PROBLEM REQUIREMENTS
List all the lines in these records that hold "above".

MATERIAL TO PROCESS
----
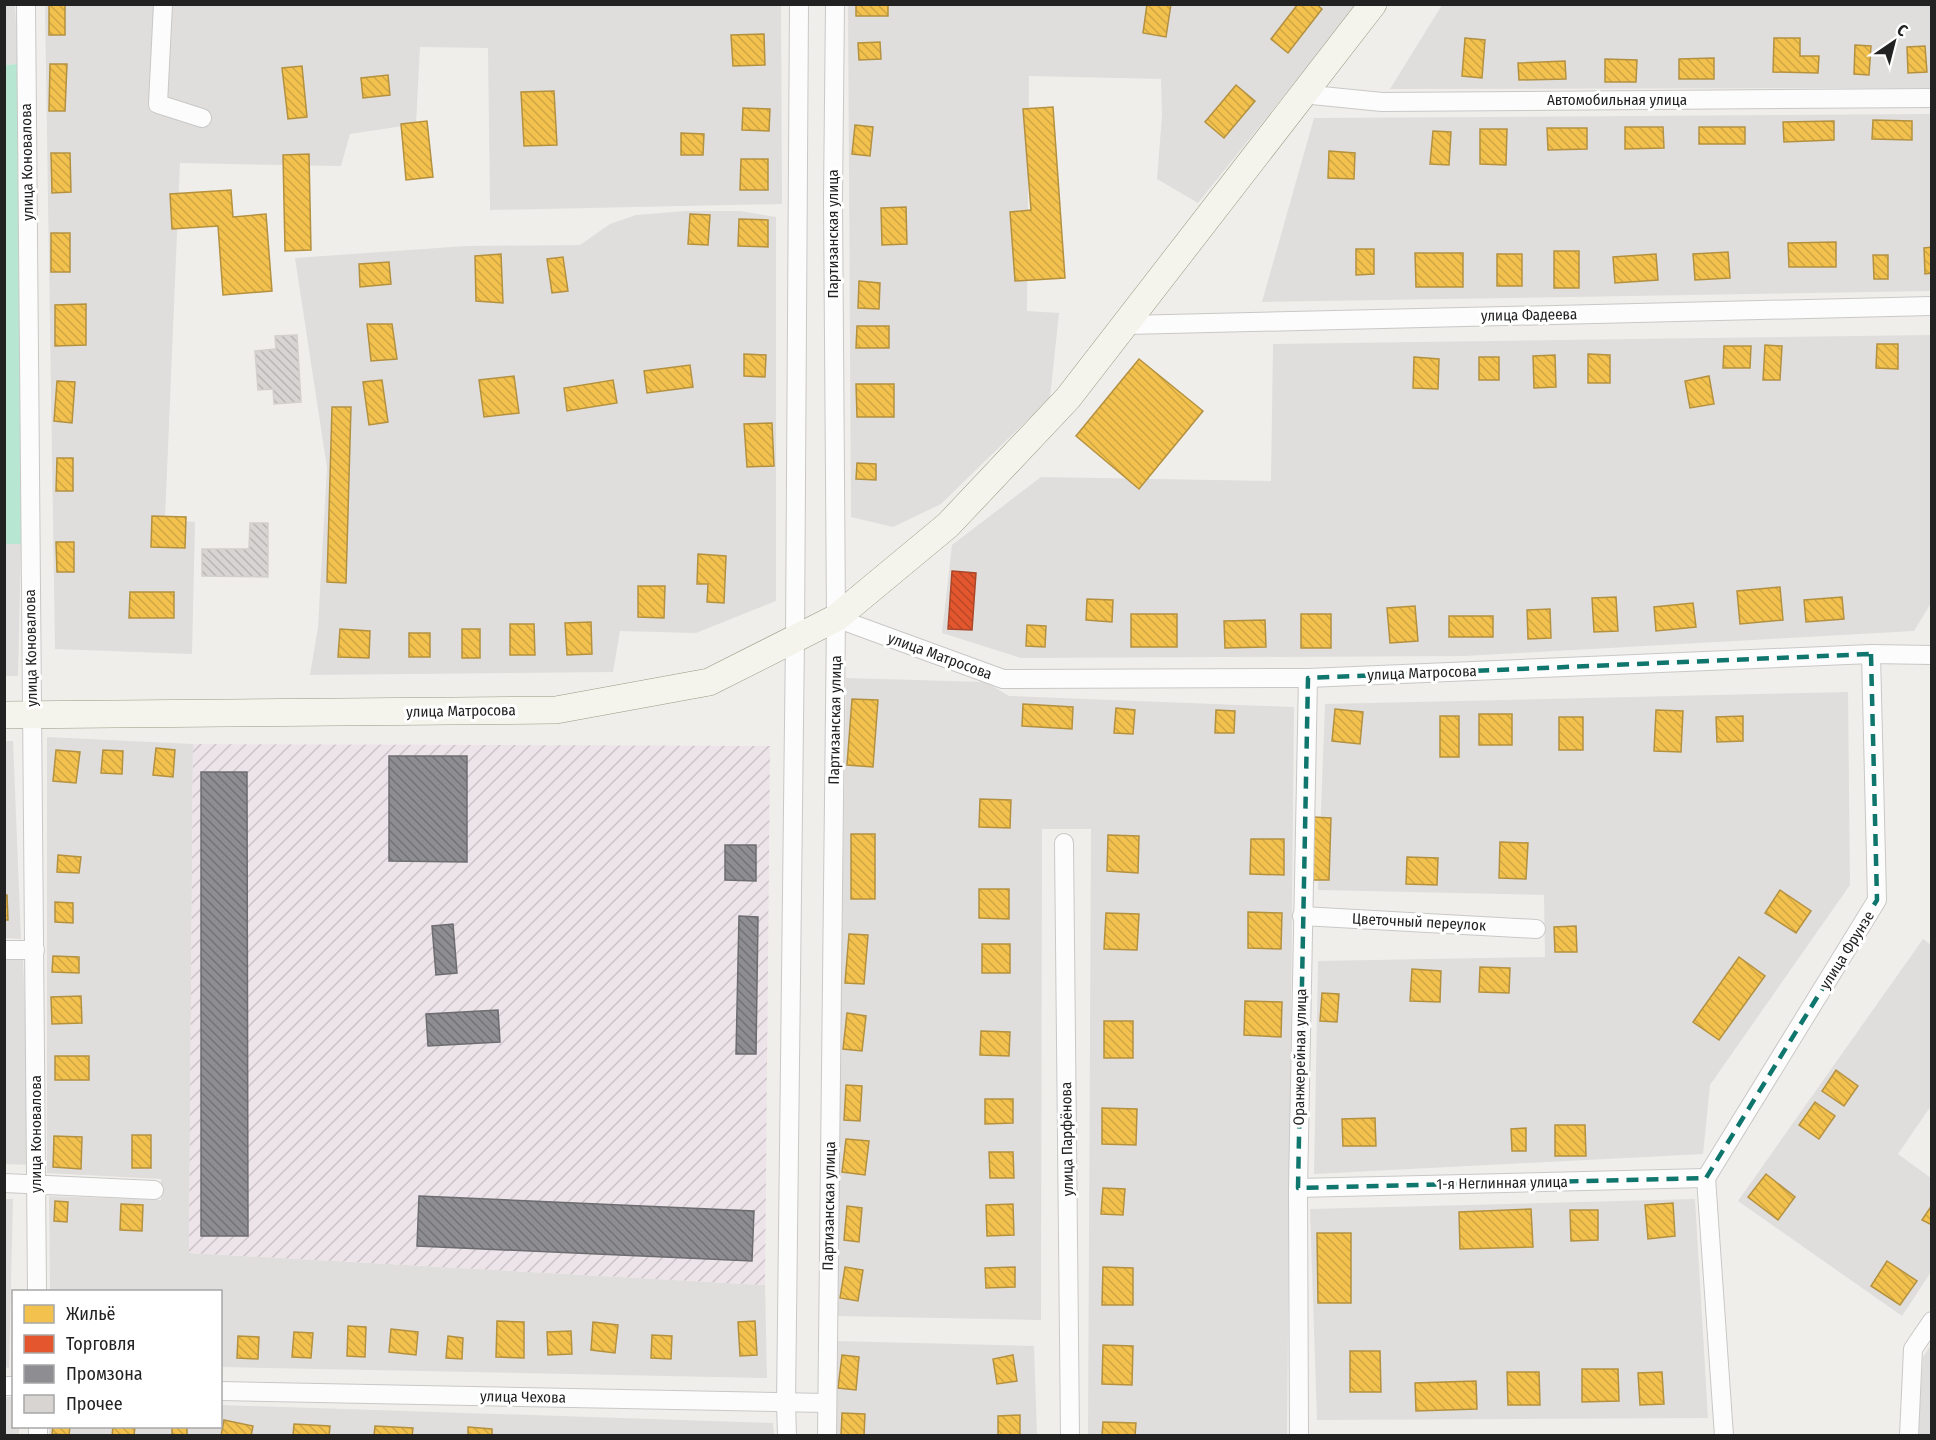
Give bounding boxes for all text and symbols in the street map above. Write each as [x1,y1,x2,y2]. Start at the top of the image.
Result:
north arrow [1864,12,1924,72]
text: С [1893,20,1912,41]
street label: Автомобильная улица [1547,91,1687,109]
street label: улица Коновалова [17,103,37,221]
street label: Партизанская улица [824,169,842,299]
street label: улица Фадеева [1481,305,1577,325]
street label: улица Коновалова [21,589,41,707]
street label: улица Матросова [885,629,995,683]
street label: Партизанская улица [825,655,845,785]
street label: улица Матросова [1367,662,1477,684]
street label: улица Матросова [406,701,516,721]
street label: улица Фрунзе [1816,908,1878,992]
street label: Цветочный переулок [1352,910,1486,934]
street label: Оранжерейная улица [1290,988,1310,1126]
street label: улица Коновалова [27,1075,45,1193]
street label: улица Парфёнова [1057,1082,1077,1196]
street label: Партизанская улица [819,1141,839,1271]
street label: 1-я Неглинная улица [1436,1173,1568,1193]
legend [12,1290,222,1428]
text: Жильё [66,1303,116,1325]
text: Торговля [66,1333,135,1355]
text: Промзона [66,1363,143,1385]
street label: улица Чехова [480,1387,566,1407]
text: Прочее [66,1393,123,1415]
----
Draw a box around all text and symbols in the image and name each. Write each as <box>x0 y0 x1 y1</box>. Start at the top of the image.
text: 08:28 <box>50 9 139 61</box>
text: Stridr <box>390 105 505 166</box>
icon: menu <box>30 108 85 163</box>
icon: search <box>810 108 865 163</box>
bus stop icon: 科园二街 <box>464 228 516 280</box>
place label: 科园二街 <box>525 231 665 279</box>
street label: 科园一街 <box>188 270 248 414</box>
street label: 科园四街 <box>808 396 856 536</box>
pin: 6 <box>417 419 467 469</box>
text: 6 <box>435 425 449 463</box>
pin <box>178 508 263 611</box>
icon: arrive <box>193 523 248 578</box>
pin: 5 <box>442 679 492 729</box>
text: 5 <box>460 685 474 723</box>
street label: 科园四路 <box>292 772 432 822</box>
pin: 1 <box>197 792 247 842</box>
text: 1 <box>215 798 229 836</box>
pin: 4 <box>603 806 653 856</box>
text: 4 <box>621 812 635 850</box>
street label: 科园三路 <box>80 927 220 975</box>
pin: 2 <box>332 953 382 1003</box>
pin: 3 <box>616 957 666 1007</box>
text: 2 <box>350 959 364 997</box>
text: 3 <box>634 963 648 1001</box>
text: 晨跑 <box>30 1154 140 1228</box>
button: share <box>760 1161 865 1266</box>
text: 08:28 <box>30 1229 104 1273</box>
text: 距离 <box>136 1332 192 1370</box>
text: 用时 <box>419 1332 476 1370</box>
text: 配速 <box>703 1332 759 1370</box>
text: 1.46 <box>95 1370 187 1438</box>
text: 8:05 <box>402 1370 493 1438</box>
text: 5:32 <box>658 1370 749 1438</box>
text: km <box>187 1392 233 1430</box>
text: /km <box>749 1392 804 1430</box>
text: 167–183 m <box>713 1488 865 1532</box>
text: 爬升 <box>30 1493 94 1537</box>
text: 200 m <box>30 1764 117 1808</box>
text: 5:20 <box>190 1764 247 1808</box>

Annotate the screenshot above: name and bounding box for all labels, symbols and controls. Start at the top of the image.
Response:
----
WRITTEN ANSWER
Give bounding boxes for all text and symbols in the street map above. Write each as [x1,y1,x2,y2]. Start at the top of the image.
Annotate the screenshot above: name and bounding box for all labels, symbols and controls. Start at the top of the image.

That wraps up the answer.